Osedax

Osedax roseus

  • Osedax frankpressi
  • Osedax japonicus
  • Osedax mucofloris
  • Osedax roseus
  • Osedax rubiplumus
  • Osedax mcleanicus

Osedax (Latin for " bone -eating " ) is a genus of polychaete worms of the family of Bart ( Siboglinidae ), which feed on the bones of dead whales. They were discovered for the first time in February 2002 in Monterey Bay in California. You do not have eyes, legs, stomachs nor mouths and digest Walfette and oils with the help of symbiotic bacteria Oceanospirillales. Breathing is via colorful spring-like gills and they take over their food on foot. Between 50 and 100 microscopic small males live in the gelatinous tube of the females. You never evolve via the larval stage also, but have a large number of sperm.
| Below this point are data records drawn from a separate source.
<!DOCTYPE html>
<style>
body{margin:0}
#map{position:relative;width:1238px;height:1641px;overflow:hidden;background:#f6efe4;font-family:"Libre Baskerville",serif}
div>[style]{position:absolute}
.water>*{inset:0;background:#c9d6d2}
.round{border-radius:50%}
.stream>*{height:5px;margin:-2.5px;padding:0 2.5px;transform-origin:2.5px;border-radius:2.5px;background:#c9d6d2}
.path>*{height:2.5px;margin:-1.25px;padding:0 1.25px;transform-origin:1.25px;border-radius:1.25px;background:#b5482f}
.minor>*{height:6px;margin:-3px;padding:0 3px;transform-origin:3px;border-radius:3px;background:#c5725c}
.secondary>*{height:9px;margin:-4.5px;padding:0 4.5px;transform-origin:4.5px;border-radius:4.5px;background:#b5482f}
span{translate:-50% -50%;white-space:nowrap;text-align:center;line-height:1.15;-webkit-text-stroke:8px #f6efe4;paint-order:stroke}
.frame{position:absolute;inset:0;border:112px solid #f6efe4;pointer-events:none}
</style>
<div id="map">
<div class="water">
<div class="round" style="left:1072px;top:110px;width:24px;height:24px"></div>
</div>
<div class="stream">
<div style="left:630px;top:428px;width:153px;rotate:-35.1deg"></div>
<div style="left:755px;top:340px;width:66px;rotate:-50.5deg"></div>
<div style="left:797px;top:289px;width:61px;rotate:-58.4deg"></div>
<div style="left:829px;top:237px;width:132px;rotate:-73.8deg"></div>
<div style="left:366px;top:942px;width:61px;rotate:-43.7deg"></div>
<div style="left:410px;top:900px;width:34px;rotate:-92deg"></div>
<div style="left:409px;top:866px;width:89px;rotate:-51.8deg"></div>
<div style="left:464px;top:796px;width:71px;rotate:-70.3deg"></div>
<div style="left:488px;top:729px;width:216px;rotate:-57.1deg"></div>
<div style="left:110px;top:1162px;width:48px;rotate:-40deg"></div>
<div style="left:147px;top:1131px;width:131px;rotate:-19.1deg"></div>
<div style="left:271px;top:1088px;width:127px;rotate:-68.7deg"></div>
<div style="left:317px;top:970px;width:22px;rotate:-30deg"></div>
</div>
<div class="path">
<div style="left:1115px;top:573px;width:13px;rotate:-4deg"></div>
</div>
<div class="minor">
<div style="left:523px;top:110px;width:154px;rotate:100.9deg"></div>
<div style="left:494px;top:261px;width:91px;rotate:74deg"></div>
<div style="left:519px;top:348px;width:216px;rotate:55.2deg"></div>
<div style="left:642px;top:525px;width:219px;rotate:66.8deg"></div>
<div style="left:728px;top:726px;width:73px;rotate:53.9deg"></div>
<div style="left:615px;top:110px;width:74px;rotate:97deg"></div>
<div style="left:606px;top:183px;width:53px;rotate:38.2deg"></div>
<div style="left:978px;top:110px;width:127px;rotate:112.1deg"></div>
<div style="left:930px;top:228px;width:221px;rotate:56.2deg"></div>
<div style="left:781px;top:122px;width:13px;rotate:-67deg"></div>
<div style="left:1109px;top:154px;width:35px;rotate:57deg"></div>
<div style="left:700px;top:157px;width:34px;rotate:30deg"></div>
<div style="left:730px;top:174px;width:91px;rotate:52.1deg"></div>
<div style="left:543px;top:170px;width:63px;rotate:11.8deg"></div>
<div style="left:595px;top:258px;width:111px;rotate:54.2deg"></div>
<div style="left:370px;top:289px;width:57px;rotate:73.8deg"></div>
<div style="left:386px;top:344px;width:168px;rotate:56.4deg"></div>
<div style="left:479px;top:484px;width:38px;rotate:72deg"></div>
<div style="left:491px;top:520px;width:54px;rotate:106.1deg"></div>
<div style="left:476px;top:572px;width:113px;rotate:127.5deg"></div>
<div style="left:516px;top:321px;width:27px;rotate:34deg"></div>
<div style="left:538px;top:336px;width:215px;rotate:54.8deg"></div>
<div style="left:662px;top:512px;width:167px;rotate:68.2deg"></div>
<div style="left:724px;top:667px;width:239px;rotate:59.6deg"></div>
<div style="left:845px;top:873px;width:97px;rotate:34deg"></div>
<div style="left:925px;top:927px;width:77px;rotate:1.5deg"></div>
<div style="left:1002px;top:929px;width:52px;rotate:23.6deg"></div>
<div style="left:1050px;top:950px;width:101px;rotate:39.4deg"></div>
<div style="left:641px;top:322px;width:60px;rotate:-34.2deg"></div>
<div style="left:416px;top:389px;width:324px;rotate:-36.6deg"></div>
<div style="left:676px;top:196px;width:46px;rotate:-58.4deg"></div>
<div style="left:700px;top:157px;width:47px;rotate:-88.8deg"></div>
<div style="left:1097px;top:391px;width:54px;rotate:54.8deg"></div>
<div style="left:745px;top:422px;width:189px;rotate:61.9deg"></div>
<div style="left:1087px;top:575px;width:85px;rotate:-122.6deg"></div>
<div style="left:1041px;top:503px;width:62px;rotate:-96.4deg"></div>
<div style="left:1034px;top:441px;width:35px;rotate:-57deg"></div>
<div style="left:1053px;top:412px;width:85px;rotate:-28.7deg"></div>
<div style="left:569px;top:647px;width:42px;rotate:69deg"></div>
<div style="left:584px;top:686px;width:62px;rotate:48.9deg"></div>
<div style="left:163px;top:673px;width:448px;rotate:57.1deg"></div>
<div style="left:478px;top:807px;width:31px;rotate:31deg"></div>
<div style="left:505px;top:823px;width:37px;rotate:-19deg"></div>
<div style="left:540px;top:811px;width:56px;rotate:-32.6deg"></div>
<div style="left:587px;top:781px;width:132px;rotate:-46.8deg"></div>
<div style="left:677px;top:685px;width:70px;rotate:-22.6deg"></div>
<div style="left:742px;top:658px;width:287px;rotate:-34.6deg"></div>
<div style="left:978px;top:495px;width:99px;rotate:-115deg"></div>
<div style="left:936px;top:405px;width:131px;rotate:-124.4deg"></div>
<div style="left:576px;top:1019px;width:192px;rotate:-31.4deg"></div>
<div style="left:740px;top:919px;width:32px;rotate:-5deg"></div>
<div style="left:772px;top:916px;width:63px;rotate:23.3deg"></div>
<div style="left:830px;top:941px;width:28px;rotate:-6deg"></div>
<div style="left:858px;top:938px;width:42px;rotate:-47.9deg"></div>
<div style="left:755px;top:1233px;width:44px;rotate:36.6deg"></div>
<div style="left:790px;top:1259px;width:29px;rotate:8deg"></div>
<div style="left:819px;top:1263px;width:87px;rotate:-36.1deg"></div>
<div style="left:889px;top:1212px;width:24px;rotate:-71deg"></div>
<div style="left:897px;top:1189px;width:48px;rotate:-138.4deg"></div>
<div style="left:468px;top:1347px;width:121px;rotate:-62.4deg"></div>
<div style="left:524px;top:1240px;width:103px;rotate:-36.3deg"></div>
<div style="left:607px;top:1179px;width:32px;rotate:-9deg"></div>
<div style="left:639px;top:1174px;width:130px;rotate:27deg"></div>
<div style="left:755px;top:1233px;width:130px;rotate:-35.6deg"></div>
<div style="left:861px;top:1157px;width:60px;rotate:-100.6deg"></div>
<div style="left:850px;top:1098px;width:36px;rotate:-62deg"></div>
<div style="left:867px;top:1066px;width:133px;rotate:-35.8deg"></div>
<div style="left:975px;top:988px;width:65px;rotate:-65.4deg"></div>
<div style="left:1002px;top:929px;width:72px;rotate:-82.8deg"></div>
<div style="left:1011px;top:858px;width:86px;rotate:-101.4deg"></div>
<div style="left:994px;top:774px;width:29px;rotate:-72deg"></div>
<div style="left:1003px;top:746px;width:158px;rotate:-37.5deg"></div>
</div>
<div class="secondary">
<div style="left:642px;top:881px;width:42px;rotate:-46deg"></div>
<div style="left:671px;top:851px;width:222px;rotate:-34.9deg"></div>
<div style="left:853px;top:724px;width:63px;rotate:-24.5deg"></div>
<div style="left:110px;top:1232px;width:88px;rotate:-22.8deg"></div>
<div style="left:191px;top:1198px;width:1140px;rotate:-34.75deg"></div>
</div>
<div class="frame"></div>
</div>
The worms of Osedax species and Osedax frankpressi rubiplumus were discovered on the carcass of a gray whale in the Monterey Canyon at a depth of 2,800 meters by the mini- submarine ROV Tiburon. In 2005, an experiment of Swedish marine biologists to explore the third known type Osedax mucofloris (literally " flower slime " ) in the North Sea on the west coast of Sweden. In the experiment, the carcass of a minke whale washed up on land was taken to a depth of 120 meters and observed over several months. The biologists were surprised to find that unlike the other two species Osedax mucofloris lives in much shallower waters.

Craig Smith, a Hawaiian researchers believed that about half of all Osedax species is extinct, when the whale population declined in the late 19th century by the whaling by 90%.